I will start with a discussion of the inflation situation and the economic outlook. I will finish with an update on our priorities in the payments space and the cash distribution issues that the industry is dealing with.

Inflation

The Reserve Bank Board’s mandate is to contribute to the welfare of the Australian people by delivering price stability and full employment. This mandate is set out in the Reserve Bank Act 1959. The Statement on the Conduct of Monetary Policy, agreed between the Australian Government and the Board, sets out how this works in practice. Specifically, we have agreed with the government that the best way of achieving low and stable inflation is to aim for annual consumer price inflation of between 2 and 3 per cent. While all outcomes within that range are consistent with our price stability objective, the Board sets policy to return inflation to the midpoint of the target. But the agreement with the government provides flexibility around the timeframe in which we meet our inflation objective. This is because we need to balance meeting our inflation objective with our full employment objective – achieving the maximum level of employment that is consistent with low and stable inflation.
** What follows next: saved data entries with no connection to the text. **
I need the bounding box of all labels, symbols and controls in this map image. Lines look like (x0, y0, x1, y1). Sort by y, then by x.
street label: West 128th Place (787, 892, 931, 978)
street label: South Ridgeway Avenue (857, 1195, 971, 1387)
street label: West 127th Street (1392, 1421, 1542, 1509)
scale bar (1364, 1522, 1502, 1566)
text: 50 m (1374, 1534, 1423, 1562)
The reason I set this out is to give context to the Board’s current strategy for monetary policy. The Board is trying to bring inflation back to target in a reasonable timeframe while preserving as many of the gains in the labour market that we have seen in the past few years. This is the so-called narrow path.

So how are we doing? Since our previous appearance before this Committee, there has been further progress on inflation, but it has been very slow. Inflation peaked at 7.8 per cent in the December quarter 2022. It came down to 4.1 per cent at the end of 2023 but since then has only declined a further 0.3 percentage points to 3.8 per cent in the June quarter 2024. Underlying inflation, which abstracts from volatile components of the index, is also still elevated at 3.9 per cent in June 2024. This remains too high. Our current forecasts have underlying inflation by the end of this year still sitting around 3.5 per cent.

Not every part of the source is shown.